* _EXERCISE DIRECTIONS_: The "Annotate the image" line through the end of the listing below is what to set down, word for word, and nothing else.

* _SUPPLIED MATERIAL_:
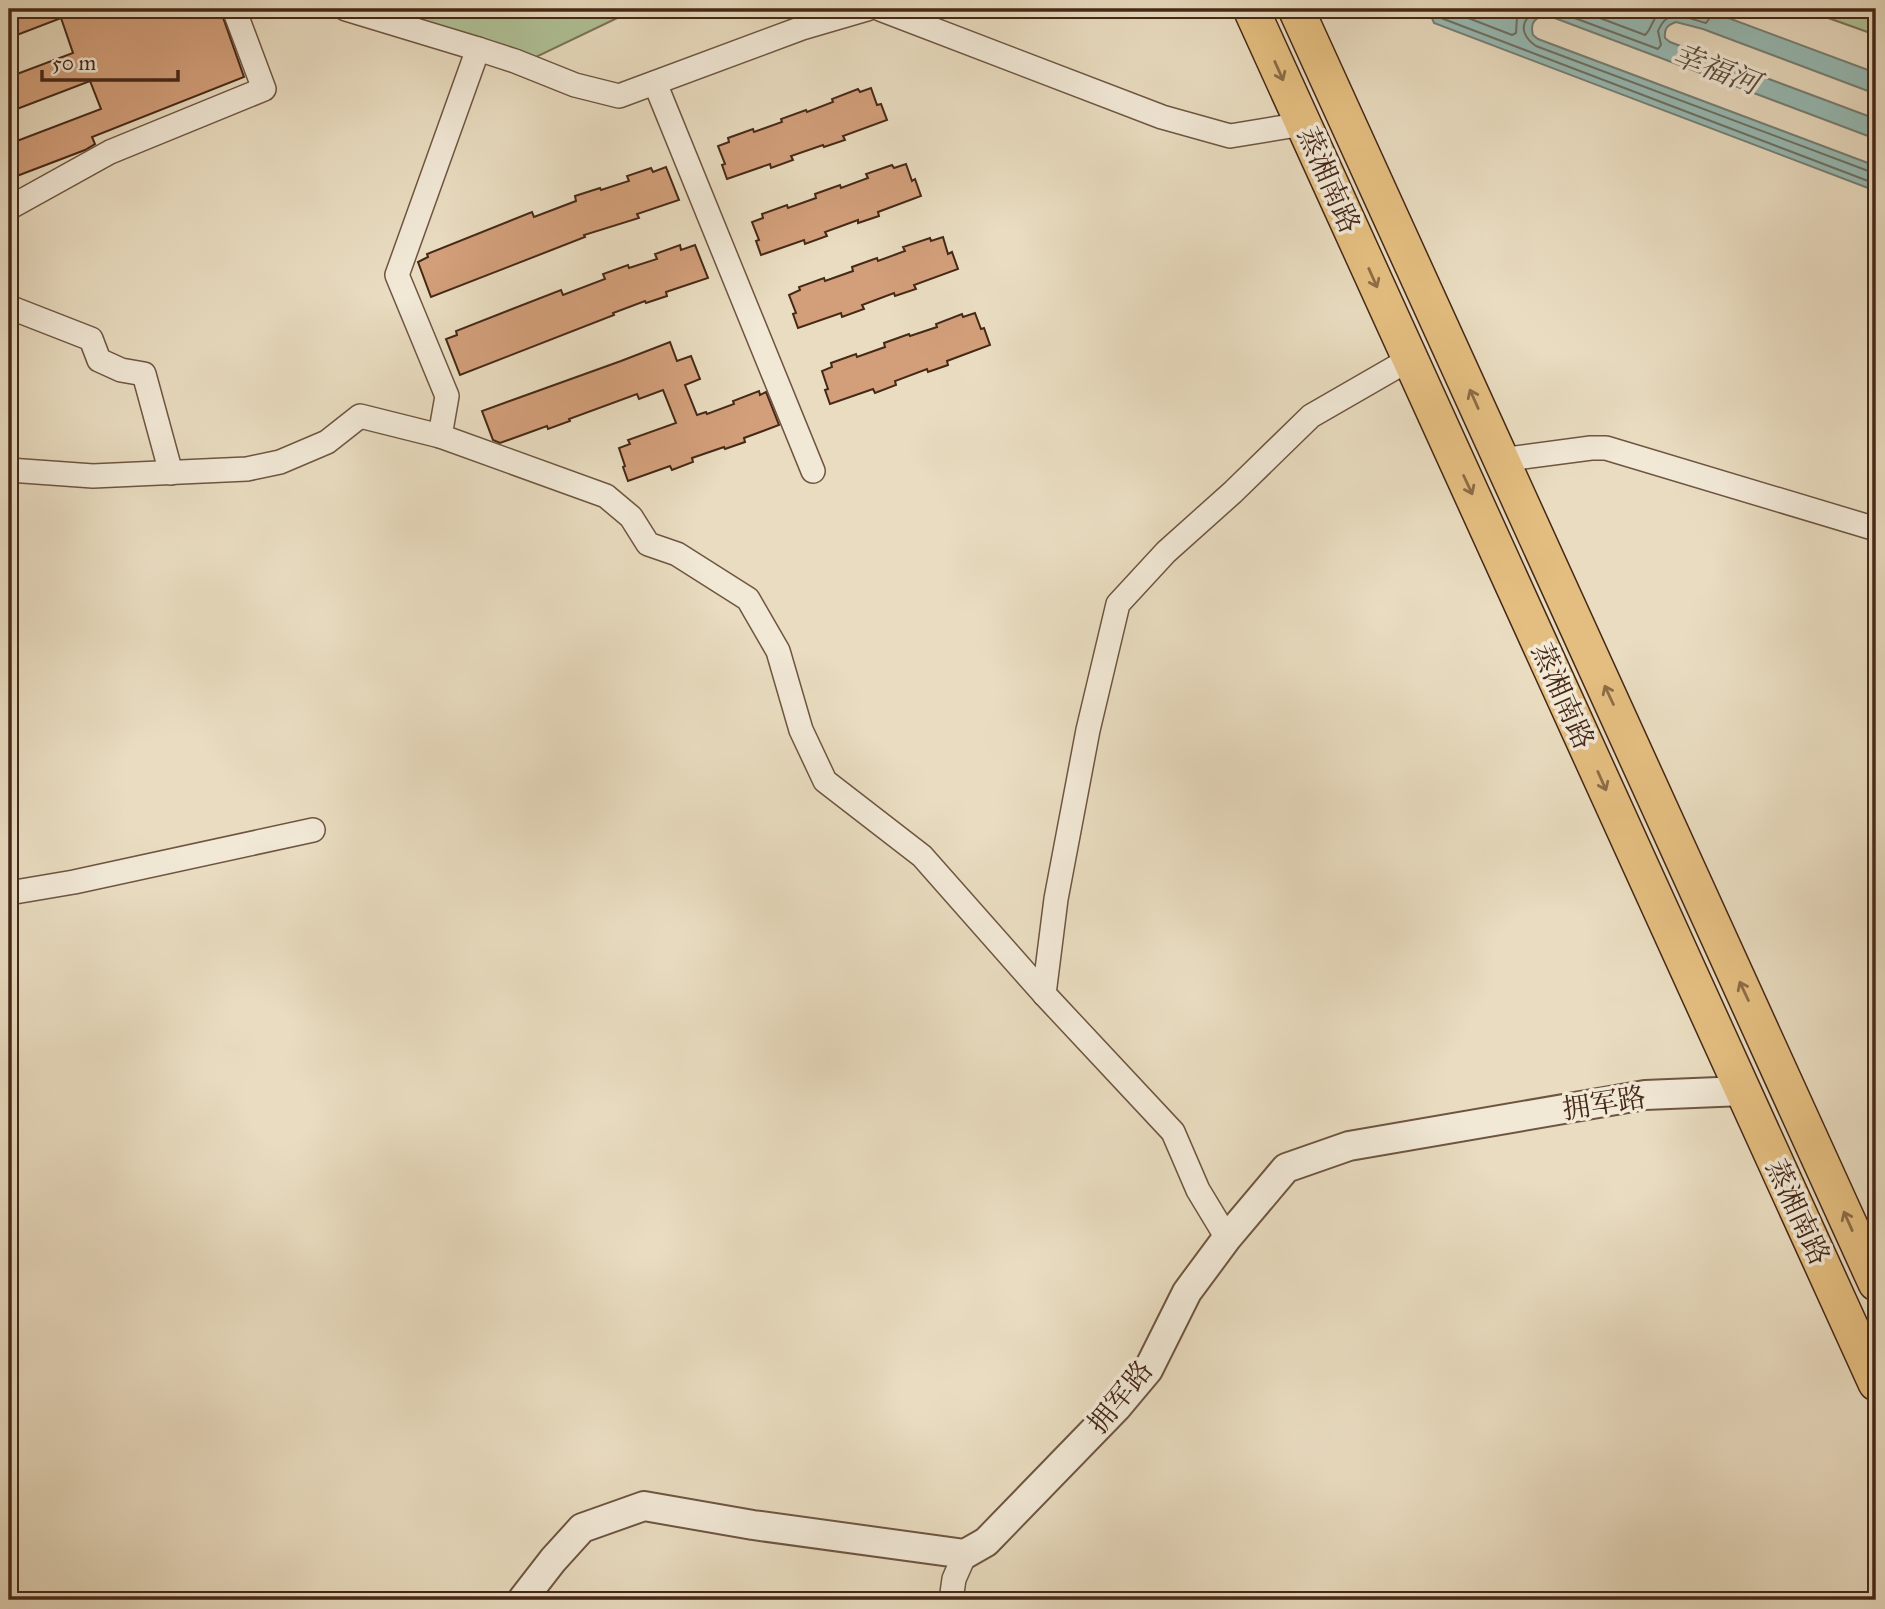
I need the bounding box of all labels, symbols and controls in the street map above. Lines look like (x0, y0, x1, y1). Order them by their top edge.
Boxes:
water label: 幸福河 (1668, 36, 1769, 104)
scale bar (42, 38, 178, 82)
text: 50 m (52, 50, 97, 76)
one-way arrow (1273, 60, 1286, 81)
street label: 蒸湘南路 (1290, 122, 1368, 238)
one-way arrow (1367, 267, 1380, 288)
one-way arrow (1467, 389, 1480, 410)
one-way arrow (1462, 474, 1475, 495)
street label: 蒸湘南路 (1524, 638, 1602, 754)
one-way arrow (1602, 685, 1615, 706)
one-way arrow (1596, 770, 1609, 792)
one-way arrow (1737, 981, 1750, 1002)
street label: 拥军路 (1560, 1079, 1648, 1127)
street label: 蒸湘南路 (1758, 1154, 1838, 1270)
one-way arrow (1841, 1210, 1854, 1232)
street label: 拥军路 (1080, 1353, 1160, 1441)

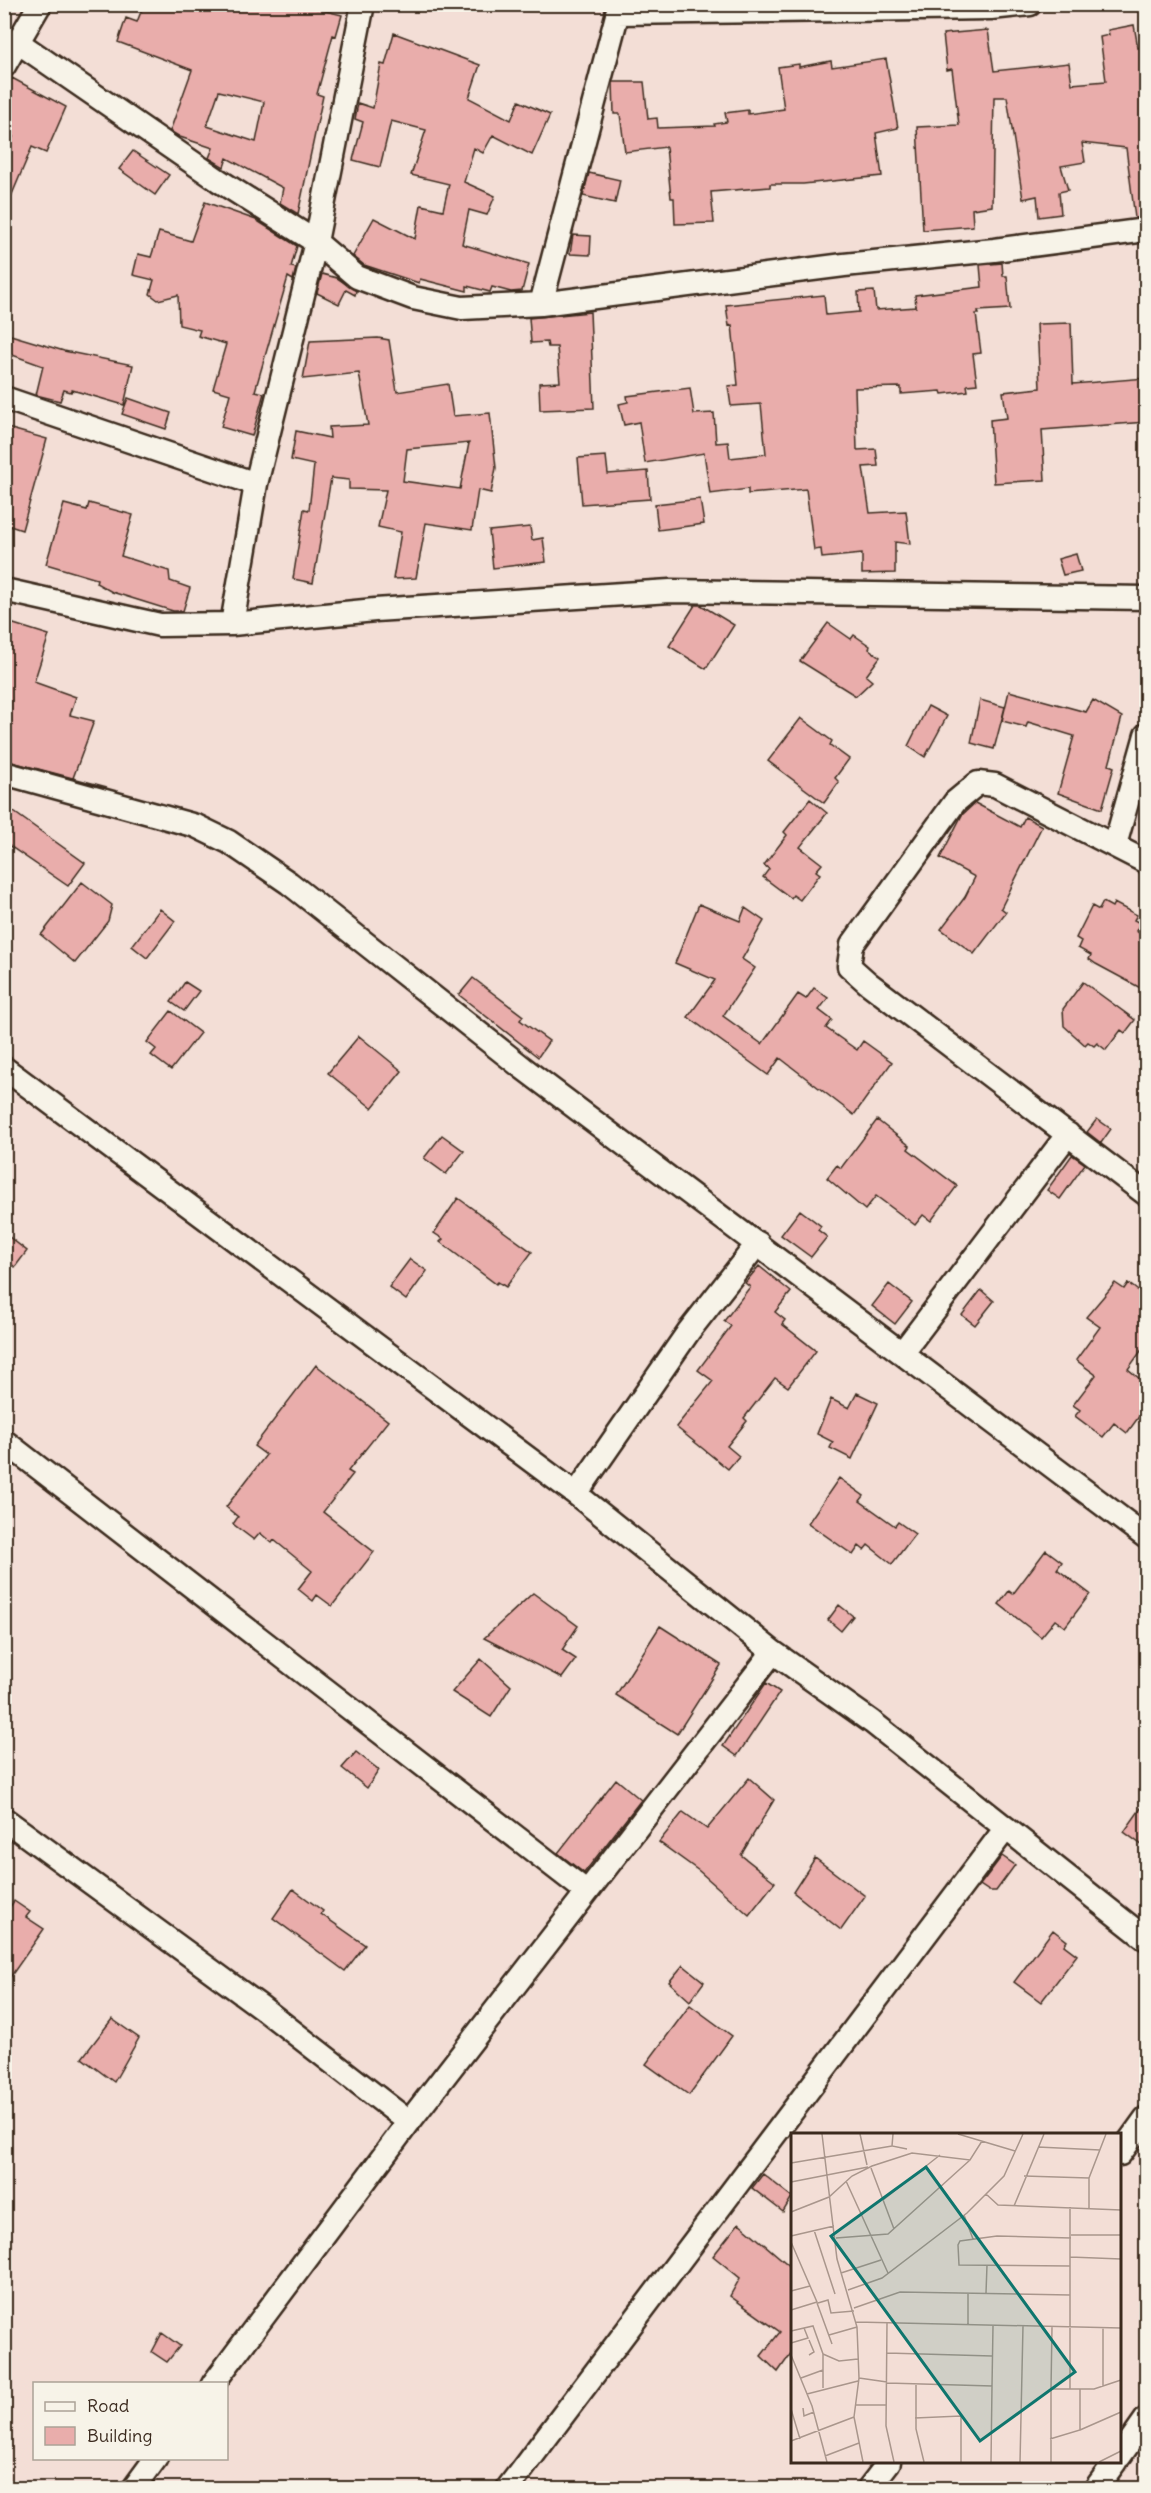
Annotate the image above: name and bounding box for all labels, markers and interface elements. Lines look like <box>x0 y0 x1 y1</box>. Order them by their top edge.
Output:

* _COMPLETED EXERCISE_:
Annotate the image above: name and bounding box for all labels, markers and interface elements. Lines look like <box>x0 y0 x1 y1</box>. Order them by their top edge.
Output:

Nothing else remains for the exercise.